Gwen Garnier-Duguy publie ses pre­miers poèmes en 1995 dans la revue issue du sur­réa­lisme, Supérieur Inconnu, à laquelle il col­la­bore jusqu’en 2005.
En 2003, il par­ti­cipe au col­loque consa­cré au poète Patrice de La Tour du Pin au col­lège de France, y par­lant de la poé­tique de l’absence au cœur de La Quête de Joie.

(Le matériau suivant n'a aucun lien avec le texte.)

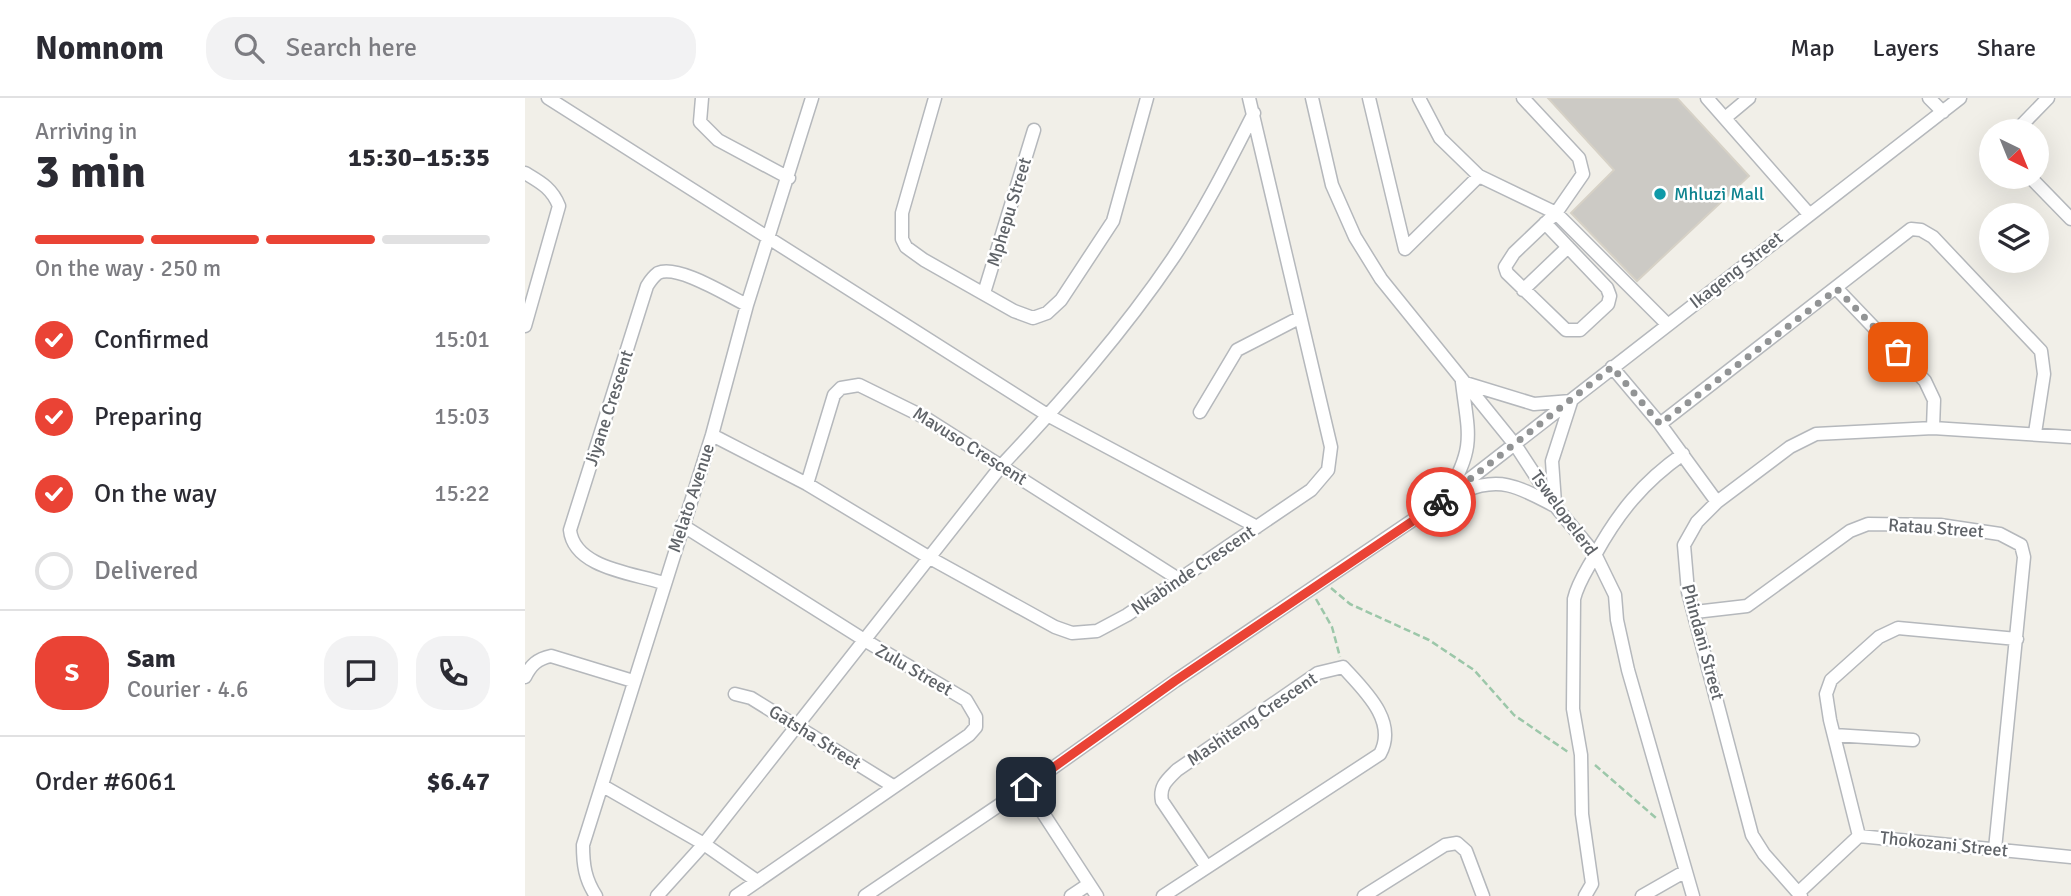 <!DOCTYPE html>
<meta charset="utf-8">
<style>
:root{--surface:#fff;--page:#f2f2f3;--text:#2b2b33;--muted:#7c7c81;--line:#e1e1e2;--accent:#ea4335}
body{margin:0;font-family:Signika,sans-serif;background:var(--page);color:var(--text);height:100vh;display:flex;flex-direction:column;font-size:26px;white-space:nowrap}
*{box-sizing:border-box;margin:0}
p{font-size:23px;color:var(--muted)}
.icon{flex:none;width:38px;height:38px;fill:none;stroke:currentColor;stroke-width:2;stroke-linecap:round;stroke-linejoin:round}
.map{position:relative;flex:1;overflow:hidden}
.panel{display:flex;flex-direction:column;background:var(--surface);width:525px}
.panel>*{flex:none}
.needle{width:46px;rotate:137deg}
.fabs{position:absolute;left:1454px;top:21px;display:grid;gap:14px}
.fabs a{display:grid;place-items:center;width:70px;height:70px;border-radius:50%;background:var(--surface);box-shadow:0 7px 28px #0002;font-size:35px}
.pin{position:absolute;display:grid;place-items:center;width:60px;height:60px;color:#fff;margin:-30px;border-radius:14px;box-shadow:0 4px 10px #0006}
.courier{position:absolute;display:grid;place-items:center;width:70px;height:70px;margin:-35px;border:5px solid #ea4335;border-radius:50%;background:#fff;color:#222;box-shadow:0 2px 9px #0007}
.head em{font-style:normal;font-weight:700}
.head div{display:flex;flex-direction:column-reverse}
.head{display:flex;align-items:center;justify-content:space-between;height:119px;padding:0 35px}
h1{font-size:46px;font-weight:700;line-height:52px}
.bar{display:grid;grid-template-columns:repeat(4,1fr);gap:10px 7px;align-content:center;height:84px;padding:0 35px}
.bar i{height:9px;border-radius:5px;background:var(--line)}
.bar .selected{background:var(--accent)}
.bar p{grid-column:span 4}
.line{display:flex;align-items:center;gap:18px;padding:0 35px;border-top:2px solid var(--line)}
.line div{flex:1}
.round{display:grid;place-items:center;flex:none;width:74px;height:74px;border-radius:28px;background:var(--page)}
ol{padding:0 35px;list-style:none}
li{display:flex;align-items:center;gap:21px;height:77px}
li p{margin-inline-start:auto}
li .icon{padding:7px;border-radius:50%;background:var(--accent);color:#fff;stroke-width:4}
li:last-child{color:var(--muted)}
li i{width:38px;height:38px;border:4px solid var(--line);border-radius:50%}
header{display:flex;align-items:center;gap:42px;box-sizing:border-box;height:98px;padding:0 35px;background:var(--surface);border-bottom:2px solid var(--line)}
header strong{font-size:33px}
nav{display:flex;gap:38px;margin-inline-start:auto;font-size:24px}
.search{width:490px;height:63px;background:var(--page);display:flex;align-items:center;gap:18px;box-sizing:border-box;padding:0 24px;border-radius:28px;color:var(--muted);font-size:26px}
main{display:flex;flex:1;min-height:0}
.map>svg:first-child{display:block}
</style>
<header>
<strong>Nomnom</strong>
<div class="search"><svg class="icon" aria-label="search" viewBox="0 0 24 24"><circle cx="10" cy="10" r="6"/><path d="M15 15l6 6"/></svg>Search here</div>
<nav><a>Map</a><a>Layers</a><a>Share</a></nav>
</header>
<main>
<section class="panel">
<div class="head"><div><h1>3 min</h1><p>Arriving in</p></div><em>15:30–15:35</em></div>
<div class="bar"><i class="selected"></i><i class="selected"></i><i class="selected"></i><i></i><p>On the way · 250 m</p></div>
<ol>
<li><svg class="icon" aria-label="check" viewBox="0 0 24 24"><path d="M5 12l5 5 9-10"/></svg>Confirmed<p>15:01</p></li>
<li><svg class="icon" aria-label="check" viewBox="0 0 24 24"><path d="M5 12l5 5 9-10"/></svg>Preparing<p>15:03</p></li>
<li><svg class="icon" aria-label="check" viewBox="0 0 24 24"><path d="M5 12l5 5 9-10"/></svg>On the way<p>15:22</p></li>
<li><i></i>Delivered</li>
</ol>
<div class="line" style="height:126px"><b class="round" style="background:var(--accent);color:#fff">S</b><div><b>Sam</b><p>Courier · 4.6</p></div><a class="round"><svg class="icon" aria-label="chat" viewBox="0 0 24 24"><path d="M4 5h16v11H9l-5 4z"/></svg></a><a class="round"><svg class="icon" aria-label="phone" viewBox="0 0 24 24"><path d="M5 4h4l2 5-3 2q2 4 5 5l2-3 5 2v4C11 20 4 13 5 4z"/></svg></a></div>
<div class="line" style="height:91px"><div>Order #6061</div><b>$6.47</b></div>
</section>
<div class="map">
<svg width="1546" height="798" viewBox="0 0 1546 798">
<rect width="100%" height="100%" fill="#f1efe8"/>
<path fill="#cccac5" stroke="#d6d1c6" stroke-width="2" d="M1023 0H1152L1224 78 1112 183 1046 115 1089 72Z"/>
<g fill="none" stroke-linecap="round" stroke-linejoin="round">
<defs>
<path id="minor" d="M23 0 524 318 732 429
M177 0 175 24 193 42 264 80
M410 0 377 115V141L381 149 399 162 489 213 508 220 522 215 536 202 588 123 622 0
M787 0 807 87 830 139 856 181 991 348 1031 409 1070 456 1090 497 1092 522 1103 572 1168 798
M844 0 880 151 954 78
M894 0 915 40 954 78 1031 115 1142 226
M998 0 1054 60 1058 76 1031 115 989 155 980 169 982 175 1041 232H1055L1083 206 1085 198 1082 190 1020 125
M1182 0 1283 115
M1404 0 1418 14
M1200 20 1224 0
M1491 33 1523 0
M0 75C15 84 27 90 34 108L0 228
M1505 79 1546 121
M1312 191 1400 283 1409 302 1408 330
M998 192 1043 149
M459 195 509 32
M1087 269 1135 326
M675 314 712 252 774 220
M187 337 282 386 405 460 530 529 547 535 572 533 602 517 786 392 803 372 806 349 724 0
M282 386 309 297 316 290 334 287 399 319 655 482
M940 393C977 377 997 391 1030 408
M923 395C951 348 943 335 937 284L1009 306 1046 303
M1192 404 1135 326 1386 131 1396 132 1408 139 1516 253 1519 276 1510 335
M1030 405 1027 363 1046 304
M157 427 341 543 441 602 451 619V629L444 637 211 798
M138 485C108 475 49 470 45 432L122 188C125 183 129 178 133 175 153 166 203 198 222 207
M1170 514 1222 508 1325 433 1343 426 1415 427 1475 436 1496 447 1499 459 1470 751
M0 579C6 567 12 561 26 558L108 583
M210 596 226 600 368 688
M1309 637 1388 642
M78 688 179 746 232 783
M501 689 572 798
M1334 738 1305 622 1301 596 1306 582 1354 539 1373 530 1492 541
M1273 795 1334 738 1546 759
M71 798C60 781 58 767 58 747L187 337 222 207 287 0
M132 798 179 746 477 367C538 302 598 234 648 160 679 114 704 64 729 15
M340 798 501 689 650 583 919 401 1435 0
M546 798 564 786
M638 798 855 656C873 623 839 592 818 569L793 575 652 672C642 682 634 688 637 703L681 768
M839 798 920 747 932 745 941 753 958 798
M1060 798 1067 786 1057 716 1056 657 1048 611 1049 501C1053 484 1062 472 1070 457 1093 415 1118 384 1158 356
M1117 798 1159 774
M1276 798 1239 756 1227 737 1163 494 1159 447 1172 424 1192 404 1265 349 1291 336 1408 330 1546 339"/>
</defs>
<use href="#minor" stroke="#b5b8bc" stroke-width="15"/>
<path stroke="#9cc7a9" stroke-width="2.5" stroke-dasharray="7 3.5" stroke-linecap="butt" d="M806 490 825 506 904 542 949 572 989 617 1043 654
M791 501 807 529 815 559
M1070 667 1131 720"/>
<use href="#minor" stroke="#fff" stroke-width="12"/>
</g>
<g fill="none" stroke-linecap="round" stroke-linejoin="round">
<path stroke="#929495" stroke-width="7" stroke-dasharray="0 12.6" d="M916 404 1087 269 1135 326 1312 191 1373 254"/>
<path stroke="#ea4335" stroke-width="9" d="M501 689 650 583 916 404"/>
</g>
<circle fill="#0f9aa8" stroke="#fff" stroke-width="2.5" cx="1135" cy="96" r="7"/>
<g text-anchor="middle" stroke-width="5" stroke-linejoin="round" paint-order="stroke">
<g font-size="18" fill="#0d838f" stroke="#fff" text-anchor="start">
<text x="1149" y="102">Mhluzi Mall</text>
</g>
<g font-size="18" fill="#5f6368" stroke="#fff">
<text transform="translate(484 114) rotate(-73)" y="6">Mphepu Street</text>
<text transform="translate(1211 172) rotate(-38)" y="6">Ikageng Street</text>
<text transform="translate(84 310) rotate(-72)" y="6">Jiyane Crescent</text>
<text transform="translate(445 348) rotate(32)" y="6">Mavuso Crescent</text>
<text transform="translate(166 400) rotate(-72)" y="6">Melato Avenue</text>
<text transform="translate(1039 415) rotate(54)" y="6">Tswelopelerd</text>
<text transform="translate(1411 430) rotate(4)" y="6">Ratau Street</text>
<text transform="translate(668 472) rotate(-34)" y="6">Nkabinde Crescent</text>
<text transform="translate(1178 544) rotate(75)" y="6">Phindani Street</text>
<text transform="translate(389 572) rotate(30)" y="6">Zulu Street</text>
<text transform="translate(727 621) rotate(-34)" y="6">Mashiteng Crescent</text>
<text transform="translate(290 639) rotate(32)" y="6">Gatsha Street</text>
<text transform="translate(1419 746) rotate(6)" y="6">Thokozani Street</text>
</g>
</g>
</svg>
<div class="fabs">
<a><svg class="needle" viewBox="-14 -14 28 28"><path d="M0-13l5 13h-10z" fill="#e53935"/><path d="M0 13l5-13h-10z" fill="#7c7c81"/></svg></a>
<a><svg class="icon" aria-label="layers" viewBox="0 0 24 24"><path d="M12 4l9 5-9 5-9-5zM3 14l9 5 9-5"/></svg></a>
</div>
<div class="pin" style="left:1373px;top:254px;background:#ea580c"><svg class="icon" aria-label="bag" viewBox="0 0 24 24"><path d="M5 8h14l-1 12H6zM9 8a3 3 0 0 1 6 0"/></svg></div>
<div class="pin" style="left:501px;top:689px;background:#1f2937"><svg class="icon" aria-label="home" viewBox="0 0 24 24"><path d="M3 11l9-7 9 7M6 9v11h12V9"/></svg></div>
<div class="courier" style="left:916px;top:404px"><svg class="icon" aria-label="bike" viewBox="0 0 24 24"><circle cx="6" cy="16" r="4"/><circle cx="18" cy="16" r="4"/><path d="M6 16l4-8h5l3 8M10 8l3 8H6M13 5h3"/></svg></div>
</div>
</main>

Fasciné par la pein­ture de Roberto Mangú, il signe un roman sur son œuvre, “Nox”, aux édi­tions le Grand Souffle.
2011 : “Danse sur le ter­ri­toire, amorce de la parole”, édi­tions de l’Atlantique, pré­face de Michel Host, prix Goncourt 1986.
2014 : “Le Corps du Monde”, édi­tions Corlevour, pré­fa­cé par Pascal Boulanger.
2015 : “La nuit phoe­nix”, Recours au Poème édi­teurs, post­face de Jean Maison.
2018 : ” Alphabétique d’aujourd’hui” édi­tions L’Atelier du Grand Tétras, dans la Collection Glyphes, avec une cou­ver­ture de Roberto Mangù (64 pages, 12 euros).
En mai 2012, il fonde avec Matthieu Baumier le maga­zine en ligne Recours au poème, exclu­si­ve­ment consa­cré à la poé­sie.
Il signe la pré­face à La Pierre Amour de Xavier Bordes, édi­tions Gallimard, col­lec­tion Poésie/​Gallimard, 2015.